**Records for the exercise:**
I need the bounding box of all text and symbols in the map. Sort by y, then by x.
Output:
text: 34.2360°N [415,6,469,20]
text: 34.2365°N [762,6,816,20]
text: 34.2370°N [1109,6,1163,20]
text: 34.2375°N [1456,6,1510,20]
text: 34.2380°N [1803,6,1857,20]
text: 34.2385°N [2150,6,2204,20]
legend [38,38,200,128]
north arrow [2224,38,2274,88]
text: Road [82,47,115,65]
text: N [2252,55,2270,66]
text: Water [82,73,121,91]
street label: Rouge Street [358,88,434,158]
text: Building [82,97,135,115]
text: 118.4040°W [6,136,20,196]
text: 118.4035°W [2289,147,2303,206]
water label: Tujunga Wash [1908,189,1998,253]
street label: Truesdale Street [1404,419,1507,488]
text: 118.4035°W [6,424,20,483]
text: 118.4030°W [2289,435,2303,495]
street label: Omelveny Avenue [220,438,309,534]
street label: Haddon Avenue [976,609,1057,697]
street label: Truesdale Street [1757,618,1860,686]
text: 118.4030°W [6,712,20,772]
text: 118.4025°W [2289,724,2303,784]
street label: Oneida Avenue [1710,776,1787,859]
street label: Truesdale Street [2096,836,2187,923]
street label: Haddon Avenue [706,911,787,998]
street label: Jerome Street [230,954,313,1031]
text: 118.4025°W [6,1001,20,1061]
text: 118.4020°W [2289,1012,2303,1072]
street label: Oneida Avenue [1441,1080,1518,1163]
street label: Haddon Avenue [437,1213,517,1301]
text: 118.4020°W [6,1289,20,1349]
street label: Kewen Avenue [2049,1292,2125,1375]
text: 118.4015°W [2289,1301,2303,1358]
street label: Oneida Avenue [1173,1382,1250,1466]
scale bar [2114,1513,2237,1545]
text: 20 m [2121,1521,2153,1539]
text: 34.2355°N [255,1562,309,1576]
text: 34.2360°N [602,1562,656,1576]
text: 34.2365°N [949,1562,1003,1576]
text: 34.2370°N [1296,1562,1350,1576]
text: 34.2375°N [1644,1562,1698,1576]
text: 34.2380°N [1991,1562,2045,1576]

...

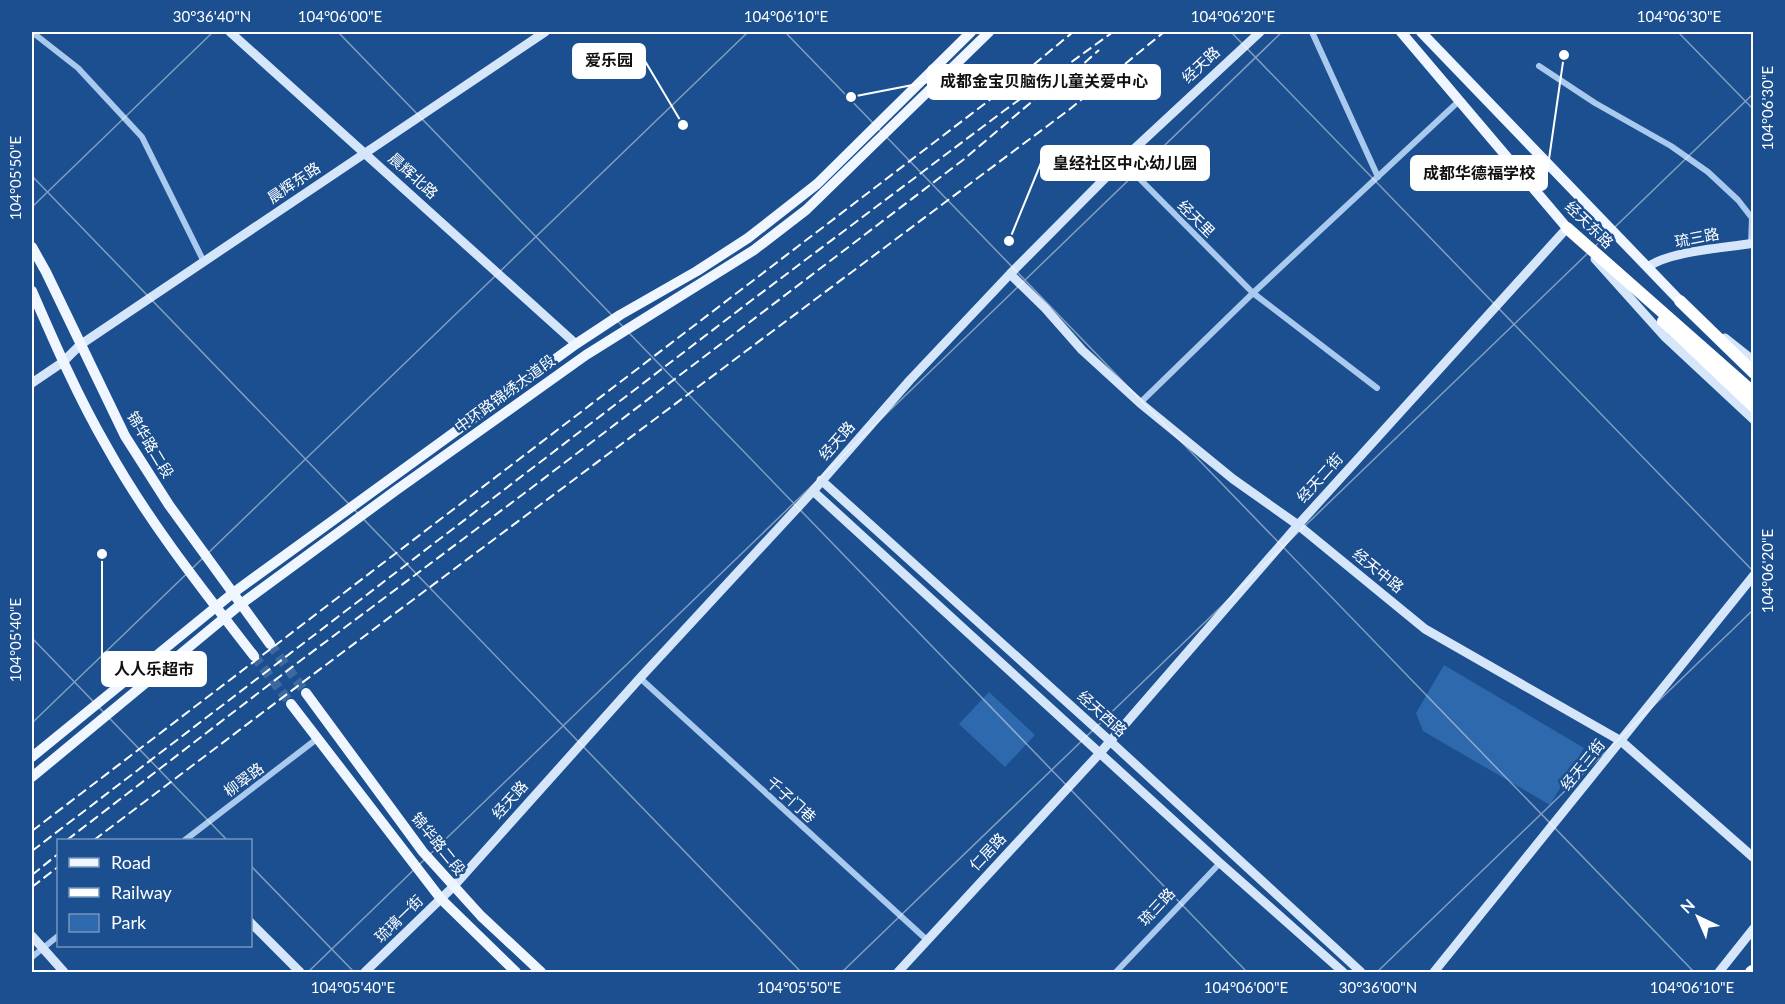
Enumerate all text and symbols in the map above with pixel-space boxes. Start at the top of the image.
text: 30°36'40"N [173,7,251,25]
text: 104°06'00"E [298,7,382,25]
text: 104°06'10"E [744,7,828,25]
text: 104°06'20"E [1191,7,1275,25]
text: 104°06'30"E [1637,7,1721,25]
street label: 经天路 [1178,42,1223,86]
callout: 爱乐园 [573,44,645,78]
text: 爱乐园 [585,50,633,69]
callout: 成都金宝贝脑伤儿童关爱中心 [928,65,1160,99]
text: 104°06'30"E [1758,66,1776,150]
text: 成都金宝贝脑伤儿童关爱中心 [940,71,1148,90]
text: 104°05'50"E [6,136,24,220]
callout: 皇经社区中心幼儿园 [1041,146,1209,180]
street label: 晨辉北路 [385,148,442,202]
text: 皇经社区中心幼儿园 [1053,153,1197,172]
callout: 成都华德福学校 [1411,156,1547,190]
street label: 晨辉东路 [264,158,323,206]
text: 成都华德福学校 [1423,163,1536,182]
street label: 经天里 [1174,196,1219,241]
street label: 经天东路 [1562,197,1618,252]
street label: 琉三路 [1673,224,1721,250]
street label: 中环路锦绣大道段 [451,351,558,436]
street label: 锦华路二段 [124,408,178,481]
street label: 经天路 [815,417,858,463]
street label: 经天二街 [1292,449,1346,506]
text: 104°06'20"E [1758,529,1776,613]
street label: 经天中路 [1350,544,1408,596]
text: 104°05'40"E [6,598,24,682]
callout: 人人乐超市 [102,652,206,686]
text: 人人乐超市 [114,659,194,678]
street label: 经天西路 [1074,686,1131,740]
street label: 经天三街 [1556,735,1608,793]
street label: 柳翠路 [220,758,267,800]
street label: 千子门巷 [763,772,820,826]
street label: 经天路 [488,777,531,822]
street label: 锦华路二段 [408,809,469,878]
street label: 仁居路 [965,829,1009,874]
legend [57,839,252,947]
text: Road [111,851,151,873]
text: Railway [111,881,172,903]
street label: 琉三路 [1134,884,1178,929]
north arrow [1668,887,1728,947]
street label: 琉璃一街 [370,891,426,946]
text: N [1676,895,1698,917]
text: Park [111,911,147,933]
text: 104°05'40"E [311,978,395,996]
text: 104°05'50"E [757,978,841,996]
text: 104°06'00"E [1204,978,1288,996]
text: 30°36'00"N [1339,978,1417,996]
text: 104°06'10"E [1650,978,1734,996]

**Your goal:** Only lines containing the word "Avenue" should appear in the answer, and every such line from the records above must be there.

**Result of this task:**
street label: Omelveny Avenue [220,438,309,534]
street label: Haddon Avenue [976,609,1057,697]
street label: Oneida Avenue [1710,776,1787,859]
street label: Haddon Avenue [706,911,787,998]
street label: Oneida Avenue [1441,1080,1518,1163]
street label: Haddon Avenue [437,1213,517,1301]
street label: Kewen Avenue [2049,1292,2125,1375]
street label: Oneida Avenue [1173,1382,1250,1466]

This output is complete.